The decision to do a live album, which Heur said will be a joint release by Triple X and Enigma Records, will have consequences for Mike Roche. Until now, Roche had been the last original member of T.S.O.L. still playing with the second-generation version of T.S.O.L., which has continued to tour and record since 1984 while phasing out punk music in favor of a blues-rock and heavy-metal slant. Roche’s partners in the current T.S.O.L., Joe Wood and Mitch Dean, had consented to his playing Friday’s reunion only after much internal haggling that threatened to split the band. The current members said they aren’t going to stand for Roche taking part in a reunion album as well, and Roche said in a post-show interview that he is being ousted from T.S.O.L. as a result.

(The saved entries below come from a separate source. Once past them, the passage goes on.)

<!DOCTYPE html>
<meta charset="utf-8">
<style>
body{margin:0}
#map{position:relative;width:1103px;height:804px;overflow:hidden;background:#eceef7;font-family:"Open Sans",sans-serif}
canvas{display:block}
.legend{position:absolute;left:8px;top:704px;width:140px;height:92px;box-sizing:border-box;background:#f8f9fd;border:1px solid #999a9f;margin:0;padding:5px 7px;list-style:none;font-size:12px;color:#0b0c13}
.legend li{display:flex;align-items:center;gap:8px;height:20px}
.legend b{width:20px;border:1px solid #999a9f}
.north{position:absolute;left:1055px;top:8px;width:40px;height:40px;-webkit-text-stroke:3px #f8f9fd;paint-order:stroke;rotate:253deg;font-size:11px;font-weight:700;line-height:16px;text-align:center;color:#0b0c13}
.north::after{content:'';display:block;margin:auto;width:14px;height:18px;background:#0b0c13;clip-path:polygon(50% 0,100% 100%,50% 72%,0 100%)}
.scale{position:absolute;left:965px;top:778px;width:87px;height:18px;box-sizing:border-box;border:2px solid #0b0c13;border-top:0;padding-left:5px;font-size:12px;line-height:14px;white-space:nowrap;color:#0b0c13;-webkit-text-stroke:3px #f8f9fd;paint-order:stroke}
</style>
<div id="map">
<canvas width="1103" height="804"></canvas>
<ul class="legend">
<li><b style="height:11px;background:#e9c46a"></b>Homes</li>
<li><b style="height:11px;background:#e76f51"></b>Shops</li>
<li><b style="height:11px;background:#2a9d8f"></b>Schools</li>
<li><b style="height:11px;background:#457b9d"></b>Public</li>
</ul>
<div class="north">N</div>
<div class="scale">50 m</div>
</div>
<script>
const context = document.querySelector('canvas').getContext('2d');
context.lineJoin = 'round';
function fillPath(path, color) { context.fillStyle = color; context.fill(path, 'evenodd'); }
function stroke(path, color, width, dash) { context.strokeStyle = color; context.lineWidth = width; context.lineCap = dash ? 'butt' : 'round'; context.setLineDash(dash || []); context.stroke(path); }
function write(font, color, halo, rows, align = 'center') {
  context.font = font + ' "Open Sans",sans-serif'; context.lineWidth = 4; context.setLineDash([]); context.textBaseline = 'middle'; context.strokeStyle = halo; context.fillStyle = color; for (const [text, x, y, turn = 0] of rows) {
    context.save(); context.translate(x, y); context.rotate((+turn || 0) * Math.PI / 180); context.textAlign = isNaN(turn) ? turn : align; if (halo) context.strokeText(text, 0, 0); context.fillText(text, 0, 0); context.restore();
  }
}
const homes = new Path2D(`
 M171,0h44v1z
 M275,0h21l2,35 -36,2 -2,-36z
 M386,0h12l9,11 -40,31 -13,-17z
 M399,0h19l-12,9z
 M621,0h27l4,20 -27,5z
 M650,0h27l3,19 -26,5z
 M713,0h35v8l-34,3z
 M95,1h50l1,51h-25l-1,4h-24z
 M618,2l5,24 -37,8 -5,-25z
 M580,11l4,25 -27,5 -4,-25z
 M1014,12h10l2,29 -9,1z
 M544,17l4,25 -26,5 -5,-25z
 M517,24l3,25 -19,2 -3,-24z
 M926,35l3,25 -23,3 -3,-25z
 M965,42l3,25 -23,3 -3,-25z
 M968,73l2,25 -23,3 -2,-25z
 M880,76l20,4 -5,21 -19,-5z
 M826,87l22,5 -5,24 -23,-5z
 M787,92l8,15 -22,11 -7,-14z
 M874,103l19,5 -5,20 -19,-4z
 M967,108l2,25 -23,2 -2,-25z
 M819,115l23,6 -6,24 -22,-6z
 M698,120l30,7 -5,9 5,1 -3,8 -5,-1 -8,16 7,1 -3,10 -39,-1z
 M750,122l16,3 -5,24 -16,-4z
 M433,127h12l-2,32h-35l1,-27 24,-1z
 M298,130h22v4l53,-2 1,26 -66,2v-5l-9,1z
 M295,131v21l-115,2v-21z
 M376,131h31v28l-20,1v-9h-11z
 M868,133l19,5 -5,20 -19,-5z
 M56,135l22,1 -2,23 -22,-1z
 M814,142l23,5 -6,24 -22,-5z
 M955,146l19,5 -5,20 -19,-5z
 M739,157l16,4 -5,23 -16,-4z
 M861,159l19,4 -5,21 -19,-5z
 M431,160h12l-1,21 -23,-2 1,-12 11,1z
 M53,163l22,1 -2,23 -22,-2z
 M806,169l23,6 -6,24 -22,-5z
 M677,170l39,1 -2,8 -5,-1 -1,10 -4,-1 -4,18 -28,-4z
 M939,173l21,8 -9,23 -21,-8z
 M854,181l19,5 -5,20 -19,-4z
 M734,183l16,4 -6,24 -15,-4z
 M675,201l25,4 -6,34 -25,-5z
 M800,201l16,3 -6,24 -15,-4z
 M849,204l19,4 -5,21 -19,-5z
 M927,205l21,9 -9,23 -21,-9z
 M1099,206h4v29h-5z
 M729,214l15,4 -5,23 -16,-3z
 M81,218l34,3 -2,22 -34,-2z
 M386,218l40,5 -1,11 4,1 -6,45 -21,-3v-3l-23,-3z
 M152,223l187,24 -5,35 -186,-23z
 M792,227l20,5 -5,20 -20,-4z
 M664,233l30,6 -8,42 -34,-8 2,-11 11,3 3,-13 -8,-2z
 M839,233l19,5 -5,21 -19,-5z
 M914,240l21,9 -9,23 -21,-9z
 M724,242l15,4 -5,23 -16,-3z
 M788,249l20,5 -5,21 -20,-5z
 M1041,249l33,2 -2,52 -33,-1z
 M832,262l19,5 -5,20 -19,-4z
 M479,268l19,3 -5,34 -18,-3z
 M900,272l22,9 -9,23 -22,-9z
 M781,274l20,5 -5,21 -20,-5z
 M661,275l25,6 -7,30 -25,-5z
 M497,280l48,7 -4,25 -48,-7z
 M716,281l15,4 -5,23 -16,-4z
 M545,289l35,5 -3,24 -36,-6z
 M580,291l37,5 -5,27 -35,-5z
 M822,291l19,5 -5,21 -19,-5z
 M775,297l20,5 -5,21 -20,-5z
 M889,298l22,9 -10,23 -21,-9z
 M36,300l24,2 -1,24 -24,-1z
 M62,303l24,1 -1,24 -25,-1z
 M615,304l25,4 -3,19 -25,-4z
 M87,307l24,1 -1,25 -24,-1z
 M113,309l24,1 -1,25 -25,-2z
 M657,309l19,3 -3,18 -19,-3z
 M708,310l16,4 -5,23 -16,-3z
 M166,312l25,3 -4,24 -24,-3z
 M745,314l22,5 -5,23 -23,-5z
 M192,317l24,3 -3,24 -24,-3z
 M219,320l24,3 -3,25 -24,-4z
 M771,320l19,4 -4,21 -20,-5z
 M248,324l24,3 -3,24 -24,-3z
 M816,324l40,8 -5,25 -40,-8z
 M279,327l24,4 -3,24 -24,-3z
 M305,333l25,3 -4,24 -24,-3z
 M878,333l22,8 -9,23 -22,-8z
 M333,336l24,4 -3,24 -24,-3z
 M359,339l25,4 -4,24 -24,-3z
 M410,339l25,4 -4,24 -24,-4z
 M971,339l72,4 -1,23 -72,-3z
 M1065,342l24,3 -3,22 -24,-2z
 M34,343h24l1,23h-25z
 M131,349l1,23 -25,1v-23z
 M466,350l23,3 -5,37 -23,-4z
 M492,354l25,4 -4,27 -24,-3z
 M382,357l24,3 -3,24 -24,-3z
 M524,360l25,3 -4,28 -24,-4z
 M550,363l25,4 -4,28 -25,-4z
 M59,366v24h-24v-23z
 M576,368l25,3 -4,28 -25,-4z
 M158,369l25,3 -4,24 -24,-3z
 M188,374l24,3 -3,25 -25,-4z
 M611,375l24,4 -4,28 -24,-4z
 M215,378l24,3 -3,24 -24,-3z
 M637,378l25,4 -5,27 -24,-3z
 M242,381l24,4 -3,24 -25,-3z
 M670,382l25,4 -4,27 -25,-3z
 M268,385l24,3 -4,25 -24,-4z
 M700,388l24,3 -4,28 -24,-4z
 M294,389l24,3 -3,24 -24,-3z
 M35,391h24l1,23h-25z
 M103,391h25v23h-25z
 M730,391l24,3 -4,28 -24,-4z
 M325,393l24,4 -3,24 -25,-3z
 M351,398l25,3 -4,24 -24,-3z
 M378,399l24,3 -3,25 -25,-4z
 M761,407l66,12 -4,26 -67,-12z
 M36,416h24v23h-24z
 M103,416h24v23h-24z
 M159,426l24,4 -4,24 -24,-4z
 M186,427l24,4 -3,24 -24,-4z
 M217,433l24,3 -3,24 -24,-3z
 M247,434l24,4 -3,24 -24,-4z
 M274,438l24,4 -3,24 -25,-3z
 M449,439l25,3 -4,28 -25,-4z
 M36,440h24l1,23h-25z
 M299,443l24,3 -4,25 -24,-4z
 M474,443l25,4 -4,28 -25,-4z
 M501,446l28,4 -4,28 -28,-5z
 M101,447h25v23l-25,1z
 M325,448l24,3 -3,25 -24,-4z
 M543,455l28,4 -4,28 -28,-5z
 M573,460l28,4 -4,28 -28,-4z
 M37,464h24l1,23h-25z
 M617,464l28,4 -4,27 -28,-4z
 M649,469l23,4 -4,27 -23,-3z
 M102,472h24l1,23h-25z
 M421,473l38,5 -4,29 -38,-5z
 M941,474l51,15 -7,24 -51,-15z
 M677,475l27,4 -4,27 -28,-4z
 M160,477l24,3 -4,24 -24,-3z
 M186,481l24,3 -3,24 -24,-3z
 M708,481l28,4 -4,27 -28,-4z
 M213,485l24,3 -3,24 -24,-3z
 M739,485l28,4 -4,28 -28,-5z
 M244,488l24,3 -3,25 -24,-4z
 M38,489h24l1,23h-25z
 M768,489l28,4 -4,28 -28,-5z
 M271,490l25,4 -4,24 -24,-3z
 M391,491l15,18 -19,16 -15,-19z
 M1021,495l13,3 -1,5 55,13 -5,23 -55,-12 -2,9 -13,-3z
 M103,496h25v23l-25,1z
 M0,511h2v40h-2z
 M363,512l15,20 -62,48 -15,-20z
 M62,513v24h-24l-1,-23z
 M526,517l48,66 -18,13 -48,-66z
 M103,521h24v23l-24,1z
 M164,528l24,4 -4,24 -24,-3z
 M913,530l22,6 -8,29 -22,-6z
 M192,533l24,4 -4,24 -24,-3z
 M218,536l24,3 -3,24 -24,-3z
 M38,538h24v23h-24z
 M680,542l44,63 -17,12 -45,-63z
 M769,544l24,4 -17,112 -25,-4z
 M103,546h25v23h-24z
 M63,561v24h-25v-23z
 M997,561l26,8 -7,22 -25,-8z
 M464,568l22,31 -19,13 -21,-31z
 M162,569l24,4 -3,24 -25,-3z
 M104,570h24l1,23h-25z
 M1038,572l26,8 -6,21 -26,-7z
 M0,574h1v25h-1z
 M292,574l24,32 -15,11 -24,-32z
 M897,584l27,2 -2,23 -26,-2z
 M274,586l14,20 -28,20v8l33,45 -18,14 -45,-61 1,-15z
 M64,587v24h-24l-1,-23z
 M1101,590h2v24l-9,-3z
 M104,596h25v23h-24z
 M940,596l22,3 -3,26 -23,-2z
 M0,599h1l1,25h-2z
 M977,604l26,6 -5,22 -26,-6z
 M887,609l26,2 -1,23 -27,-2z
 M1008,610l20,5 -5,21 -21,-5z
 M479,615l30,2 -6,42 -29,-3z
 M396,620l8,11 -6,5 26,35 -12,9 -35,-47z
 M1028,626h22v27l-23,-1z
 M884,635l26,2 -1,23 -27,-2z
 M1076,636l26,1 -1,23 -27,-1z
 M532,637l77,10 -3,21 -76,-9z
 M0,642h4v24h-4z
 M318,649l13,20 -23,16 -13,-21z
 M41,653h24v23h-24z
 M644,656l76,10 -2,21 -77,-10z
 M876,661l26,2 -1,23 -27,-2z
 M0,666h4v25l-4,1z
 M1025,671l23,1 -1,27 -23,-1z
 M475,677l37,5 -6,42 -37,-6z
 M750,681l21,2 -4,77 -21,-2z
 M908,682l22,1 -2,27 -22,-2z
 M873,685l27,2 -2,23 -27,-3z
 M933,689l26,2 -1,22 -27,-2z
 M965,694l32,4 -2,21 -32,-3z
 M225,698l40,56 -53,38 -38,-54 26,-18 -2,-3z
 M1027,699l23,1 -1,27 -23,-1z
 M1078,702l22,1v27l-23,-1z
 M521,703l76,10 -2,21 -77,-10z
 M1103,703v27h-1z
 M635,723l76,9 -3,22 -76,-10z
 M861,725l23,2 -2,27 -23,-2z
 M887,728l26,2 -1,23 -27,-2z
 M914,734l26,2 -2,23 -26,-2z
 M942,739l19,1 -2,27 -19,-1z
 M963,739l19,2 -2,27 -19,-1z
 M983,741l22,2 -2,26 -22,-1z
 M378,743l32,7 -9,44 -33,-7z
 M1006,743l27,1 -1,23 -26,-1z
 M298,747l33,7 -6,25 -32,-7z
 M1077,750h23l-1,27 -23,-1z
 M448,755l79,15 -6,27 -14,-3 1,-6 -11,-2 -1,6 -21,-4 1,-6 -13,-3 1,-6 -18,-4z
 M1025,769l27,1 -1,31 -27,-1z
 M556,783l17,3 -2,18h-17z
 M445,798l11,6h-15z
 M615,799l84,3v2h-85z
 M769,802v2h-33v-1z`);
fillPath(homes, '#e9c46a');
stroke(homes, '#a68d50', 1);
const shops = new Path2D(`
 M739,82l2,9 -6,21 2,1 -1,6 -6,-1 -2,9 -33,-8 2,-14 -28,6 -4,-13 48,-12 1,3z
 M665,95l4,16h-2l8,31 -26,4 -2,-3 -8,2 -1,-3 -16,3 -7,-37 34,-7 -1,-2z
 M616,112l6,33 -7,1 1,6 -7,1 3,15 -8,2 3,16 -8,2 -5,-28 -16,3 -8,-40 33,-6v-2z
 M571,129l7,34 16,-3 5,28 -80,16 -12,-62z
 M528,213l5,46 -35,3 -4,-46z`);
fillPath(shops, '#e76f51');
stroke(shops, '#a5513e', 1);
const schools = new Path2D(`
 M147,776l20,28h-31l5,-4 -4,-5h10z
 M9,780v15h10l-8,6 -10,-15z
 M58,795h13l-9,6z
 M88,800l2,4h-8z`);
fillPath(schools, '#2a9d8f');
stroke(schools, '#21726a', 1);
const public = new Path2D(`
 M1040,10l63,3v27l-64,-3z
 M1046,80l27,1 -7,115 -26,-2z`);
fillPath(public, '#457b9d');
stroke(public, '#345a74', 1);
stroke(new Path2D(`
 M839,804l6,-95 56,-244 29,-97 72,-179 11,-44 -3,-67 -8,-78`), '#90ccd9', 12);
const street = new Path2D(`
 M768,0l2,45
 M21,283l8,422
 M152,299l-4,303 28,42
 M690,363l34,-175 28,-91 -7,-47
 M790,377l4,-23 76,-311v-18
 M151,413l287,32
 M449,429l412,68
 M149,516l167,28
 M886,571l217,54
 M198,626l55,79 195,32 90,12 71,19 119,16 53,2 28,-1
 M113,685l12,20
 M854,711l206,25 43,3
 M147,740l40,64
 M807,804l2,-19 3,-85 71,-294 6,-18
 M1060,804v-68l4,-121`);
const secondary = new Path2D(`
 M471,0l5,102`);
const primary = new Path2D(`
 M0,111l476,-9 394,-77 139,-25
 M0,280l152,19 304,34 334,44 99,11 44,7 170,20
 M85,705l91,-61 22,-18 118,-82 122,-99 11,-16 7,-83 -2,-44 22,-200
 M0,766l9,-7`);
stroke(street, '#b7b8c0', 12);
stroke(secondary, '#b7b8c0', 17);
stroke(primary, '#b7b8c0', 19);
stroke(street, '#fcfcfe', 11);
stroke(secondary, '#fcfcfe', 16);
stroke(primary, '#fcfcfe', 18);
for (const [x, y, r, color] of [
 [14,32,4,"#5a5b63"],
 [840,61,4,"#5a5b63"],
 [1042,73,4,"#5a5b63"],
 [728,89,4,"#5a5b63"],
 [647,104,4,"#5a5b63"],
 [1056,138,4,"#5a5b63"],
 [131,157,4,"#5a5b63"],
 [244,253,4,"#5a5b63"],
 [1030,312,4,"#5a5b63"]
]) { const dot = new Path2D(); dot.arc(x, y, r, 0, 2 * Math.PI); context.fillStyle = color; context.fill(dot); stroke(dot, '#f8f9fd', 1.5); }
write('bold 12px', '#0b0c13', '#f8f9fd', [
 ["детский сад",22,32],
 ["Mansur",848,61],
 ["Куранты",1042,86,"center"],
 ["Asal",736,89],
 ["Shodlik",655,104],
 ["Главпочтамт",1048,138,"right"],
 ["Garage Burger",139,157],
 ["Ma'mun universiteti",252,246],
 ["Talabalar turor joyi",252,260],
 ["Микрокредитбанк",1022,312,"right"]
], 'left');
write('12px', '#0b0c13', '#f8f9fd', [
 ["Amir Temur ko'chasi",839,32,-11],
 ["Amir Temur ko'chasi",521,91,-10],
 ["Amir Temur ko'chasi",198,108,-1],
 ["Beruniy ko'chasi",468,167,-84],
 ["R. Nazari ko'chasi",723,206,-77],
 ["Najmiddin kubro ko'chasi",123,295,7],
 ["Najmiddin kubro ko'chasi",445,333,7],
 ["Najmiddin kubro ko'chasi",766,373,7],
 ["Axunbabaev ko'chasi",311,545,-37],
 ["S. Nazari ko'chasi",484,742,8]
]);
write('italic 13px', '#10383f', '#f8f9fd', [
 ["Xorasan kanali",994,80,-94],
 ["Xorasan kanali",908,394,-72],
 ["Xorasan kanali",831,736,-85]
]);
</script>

“They said if I do this record I’m out of the band,” Roche said. “I’m doing the show (at Raji’s). If it is so bitter and they want to replace me, I don’t want to play with them any more. We can’t keep riding the merry-go-round.” Roche said he is considering legal action either to prevent Wood and Dean from continuing to use the name T.S.O.L., or to gain financial compensation for use of the name he says he originated.

Wood confirmed Saturday that the current T.S.O.L. was planning to perform Saturday night in Montclair with a new bass player, Dave Mello. “I have the ideal band. I’m happy,” Wood said, dismissing the notion that Roche has more claim to the T.S.O.L. name than he and Dean.

Wood has maintained that Roche’s personal problems, more than the tension over the original T.S.O.L.’s reunion, have undermined Roche’s position in the band. “If Mike gets his (stuff) together, he’s welcome back (in the current T.S.O.L.). He needs to get his priorities lined up.”